Shriya Sankaran Rose Hills
Investigating DNA Methylation Machinery via Single Molecule Tracking
The cell is regulated by complex interactions between proteins, RNA, and DNA. Epigenetic processes are one class of these interactions, where DNA or chromatin is modified to control gene expression, repair, and organization. Disruption of DNA methylation, in particular, is linked to cancer and developmental disorders, making it critical to understand how DNA methylation is maintained over time to preserve cellular homeostasis.
DNA methyltransferase 1 (DNMT1) plays a central role in maintaining DNA methylation across cell divisions. It acts in concert with the enzyme UHRF1 to add methyl groups to unmethylated CpG sites. However, the in vivo dynamics of UHRF1–DNMT1 interactions with DNA are not well understood. To address this, I use single-molecule tracking (SMT) with an oblique line scan (OLS) microscope to track fluorescently labeled DNMT1 and UHRF1 over time. This approach enables quantification of their interactions at high spatial and temporal resolution, including whether they are freely diffusing or chromatin-bound, and how DNMT1 kinetics change when UHRF1 function is disrupted.
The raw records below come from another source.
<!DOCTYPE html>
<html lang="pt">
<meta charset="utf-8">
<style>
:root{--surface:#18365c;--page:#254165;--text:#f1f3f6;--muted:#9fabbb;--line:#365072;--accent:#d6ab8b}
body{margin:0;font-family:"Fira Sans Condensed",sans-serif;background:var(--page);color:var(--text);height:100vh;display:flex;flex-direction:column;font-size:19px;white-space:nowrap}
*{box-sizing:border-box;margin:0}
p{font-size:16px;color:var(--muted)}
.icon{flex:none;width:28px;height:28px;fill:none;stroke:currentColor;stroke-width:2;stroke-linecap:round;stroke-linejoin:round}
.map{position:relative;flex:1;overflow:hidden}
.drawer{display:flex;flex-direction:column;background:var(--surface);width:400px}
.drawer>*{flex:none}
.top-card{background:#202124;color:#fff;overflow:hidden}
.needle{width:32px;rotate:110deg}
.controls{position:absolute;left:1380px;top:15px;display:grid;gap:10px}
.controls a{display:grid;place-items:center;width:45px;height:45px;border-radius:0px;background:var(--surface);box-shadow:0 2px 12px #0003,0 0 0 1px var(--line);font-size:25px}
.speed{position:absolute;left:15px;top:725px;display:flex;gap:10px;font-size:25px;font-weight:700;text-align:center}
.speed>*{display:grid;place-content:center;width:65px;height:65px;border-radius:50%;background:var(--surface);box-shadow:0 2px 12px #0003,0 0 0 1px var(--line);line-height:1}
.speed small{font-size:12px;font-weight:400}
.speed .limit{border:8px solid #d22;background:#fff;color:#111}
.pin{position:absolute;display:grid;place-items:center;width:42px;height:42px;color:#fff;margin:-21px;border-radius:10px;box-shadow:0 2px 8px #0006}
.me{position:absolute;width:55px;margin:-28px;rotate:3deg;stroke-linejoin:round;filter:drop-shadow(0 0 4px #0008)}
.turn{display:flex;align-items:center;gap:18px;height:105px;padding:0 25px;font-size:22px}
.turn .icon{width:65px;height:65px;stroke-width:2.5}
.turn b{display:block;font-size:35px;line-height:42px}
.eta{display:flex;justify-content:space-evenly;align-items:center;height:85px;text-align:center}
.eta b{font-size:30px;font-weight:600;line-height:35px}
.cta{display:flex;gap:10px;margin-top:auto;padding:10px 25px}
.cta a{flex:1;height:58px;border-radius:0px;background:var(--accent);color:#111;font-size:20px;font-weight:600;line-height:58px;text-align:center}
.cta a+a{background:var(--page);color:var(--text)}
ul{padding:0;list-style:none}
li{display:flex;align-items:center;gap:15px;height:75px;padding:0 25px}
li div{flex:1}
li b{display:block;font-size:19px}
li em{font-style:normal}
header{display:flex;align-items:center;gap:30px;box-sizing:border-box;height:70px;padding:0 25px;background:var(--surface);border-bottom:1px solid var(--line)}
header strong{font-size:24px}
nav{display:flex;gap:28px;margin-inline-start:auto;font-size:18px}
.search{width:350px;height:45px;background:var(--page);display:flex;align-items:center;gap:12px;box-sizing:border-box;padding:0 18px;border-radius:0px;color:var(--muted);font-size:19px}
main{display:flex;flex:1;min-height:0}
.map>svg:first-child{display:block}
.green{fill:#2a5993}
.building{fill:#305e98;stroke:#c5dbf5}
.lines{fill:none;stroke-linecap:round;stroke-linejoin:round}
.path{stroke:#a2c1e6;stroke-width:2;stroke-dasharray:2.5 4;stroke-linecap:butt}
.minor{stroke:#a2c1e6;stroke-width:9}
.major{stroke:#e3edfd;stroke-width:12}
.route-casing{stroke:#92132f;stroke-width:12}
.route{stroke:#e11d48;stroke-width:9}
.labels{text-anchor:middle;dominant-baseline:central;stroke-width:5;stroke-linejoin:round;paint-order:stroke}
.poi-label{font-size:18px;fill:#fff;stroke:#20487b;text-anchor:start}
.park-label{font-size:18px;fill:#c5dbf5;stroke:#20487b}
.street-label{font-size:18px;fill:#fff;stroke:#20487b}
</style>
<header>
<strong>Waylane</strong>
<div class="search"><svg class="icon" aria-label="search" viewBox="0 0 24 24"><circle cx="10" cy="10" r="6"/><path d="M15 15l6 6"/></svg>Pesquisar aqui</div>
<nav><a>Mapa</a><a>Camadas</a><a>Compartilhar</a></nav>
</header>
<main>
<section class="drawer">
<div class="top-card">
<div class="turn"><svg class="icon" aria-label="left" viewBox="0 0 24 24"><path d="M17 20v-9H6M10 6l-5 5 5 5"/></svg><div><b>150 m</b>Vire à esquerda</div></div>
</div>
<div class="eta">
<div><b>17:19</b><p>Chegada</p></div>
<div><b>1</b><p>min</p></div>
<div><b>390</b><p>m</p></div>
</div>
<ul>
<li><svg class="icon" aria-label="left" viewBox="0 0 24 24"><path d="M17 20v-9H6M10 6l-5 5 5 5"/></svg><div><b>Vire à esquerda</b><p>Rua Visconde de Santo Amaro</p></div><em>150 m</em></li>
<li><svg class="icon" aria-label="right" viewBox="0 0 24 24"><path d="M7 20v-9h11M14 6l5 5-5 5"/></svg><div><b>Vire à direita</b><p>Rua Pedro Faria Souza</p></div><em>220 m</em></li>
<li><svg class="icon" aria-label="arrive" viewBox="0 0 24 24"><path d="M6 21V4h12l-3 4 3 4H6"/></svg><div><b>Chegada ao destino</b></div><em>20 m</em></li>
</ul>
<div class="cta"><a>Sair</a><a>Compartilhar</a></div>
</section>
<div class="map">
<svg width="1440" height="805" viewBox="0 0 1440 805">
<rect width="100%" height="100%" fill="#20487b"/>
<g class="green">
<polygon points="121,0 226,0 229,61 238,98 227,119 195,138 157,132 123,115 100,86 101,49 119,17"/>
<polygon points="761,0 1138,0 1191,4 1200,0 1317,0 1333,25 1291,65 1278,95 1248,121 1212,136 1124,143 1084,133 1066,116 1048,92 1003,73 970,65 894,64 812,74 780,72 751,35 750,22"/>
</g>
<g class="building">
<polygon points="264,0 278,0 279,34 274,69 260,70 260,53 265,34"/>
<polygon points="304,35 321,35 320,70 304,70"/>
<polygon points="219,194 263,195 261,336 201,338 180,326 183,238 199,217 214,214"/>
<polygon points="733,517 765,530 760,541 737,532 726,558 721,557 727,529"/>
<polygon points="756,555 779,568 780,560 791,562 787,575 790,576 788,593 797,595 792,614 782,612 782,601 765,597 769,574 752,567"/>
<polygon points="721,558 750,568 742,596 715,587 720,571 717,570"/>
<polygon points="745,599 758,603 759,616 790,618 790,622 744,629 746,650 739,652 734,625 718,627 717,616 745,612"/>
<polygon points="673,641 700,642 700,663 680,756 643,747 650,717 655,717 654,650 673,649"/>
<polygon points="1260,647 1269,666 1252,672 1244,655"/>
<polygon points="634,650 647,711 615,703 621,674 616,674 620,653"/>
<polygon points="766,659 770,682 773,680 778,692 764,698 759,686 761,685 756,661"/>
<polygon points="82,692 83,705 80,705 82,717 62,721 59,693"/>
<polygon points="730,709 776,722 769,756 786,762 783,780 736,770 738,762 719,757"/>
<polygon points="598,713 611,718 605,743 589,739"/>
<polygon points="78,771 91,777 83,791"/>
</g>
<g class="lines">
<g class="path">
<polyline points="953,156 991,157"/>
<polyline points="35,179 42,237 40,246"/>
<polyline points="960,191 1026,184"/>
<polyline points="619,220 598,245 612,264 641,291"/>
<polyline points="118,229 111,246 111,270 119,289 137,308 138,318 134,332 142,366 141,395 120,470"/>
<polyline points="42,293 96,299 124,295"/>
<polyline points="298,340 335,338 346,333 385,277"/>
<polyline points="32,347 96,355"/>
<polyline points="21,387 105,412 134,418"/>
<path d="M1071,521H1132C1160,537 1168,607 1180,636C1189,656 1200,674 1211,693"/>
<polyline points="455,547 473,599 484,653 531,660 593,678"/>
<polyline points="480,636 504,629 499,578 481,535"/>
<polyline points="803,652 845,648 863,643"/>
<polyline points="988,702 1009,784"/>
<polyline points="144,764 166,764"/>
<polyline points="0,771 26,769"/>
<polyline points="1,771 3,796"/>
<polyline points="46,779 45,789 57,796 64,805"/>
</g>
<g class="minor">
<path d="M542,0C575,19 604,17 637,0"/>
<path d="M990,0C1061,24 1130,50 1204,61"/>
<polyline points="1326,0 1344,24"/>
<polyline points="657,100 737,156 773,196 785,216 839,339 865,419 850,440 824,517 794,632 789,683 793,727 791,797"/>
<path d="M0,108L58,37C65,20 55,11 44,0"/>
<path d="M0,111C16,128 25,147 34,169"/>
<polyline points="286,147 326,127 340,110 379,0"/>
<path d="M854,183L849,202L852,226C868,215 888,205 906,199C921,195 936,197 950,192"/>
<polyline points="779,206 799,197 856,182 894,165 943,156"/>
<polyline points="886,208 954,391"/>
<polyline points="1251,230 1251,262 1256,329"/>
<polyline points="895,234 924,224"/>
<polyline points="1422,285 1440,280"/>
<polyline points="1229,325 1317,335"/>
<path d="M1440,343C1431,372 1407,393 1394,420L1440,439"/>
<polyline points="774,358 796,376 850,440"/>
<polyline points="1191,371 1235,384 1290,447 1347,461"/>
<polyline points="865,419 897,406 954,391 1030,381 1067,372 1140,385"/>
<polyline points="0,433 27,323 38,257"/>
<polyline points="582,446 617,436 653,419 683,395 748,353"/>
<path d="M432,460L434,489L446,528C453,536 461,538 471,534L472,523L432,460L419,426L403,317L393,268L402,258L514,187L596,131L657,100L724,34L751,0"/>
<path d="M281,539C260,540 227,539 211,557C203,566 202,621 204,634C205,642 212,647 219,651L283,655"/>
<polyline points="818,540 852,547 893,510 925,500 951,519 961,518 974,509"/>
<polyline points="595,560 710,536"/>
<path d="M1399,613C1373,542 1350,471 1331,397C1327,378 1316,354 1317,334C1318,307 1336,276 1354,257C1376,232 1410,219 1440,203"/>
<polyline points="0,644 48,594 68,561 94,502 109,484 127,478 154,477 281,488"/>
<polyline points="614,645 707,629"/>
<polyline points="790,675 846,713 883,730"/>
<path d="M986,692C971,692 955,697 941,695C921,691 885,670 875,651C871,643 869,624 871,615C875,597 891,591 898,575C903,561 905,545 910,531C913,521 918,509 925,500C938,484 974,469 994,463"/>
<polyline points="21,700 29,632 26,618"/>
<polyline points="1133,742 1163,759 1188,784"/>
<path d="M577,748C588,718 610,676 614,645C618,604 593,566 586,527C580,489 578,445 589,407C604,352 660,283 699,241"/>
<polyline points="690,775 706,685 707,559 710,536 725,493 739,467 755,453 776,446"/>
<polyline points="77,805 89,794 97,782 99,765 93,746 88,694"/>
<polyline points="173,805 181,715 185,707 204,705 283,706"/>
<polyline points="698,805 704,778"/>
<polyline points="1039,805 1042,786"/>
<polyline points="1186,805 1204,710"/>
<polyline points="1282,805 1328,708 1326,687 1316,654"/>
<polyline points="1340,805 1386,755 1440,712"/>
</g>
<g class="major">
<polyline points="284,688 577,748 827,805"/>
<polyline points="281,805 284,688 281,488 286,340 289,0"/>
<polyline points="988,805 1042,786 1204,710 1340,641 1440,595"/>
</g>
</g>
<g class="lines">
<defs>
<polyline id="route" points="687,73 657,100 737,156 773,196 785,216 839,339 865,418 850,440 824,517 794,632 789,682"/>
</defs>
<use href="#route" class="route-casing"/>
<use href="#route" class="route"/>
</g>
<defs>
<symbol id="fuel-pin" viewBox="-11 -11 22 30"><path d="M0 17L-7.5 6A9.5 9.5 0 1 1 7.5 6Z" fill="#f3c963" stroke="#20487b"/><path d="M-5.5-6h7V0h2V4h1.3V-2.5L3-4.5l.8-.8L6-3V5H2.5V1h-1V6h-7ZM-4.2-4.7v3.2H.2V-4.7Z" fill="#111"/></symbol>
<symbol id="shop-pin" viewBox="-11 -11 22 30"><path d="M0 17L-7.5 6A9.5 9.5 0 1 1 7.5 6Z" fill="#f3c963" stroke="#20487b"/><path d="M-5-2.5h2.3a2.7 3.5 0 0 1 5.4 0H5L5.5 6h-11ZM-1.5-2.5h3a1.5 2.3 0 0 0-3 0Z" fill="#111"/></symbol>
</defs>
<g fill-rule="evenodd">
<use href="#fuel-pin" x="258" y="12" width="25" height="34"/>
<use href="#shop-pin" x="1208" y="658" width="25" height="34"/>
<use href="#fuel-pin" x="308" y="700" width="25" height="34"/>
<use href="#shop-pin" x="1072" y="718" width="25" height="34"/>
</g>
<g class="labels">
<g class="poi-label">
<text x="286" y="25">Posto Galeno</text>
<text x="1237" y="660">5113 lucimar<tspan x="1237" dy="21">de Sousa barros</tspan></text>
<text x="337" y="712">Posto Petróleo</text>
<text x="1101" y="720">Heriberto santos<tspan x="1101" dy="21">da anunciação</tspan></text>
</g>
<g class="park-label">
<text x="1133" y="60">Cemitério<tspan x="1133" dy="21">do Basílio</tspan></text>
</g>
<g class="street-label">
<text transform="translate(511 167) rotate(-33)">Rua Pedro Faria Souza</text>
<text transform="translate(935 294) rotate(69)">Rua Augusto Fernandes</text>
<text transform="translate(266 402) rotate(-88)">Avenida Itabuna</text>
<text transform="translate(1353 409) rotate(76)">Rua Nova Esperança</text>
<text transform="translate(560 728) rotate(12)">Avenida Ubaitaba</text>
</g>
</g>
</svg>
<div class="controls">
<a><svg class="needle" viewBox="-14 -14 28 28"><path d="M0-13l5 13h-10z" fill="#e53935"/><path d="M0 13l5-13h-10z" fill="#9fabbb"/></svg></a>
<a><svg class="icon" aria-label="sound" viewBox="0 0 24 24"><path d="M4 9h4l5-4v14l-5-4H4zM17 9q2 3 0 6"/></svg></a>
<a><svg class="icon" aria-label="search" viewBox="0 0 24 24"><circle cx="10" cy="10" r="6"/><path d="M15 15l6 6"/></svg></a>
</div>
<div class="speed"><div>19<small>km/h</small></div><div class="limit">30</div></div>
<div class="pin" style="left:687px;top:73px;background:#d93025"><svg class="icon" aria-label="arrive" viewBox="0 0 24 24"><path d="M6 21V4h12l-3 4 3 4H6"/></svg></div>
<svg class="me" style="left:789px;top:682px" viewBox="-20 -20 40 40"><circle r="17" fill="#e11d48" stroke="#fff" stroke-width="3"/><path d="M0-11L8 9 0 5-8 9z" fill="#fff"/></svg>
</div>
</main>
Ultimately, this work will clarify the mechanism by which DNMT1 maintains DNA methylation.
Message To Sponsor
I'm deeply grateful for the opportunity to devote myself to this project, and to develop myself as a researcher. As a bioengineering and computer science student, I'm excited about this project that fuses state-of-the-art imaging technologies, computational analysis, and fundamental biology. DNA methylation is such a fundamental cellular process that plays a role in every stage of development and regulation, and science stands to gain from a thorough understanding of its mechanisms.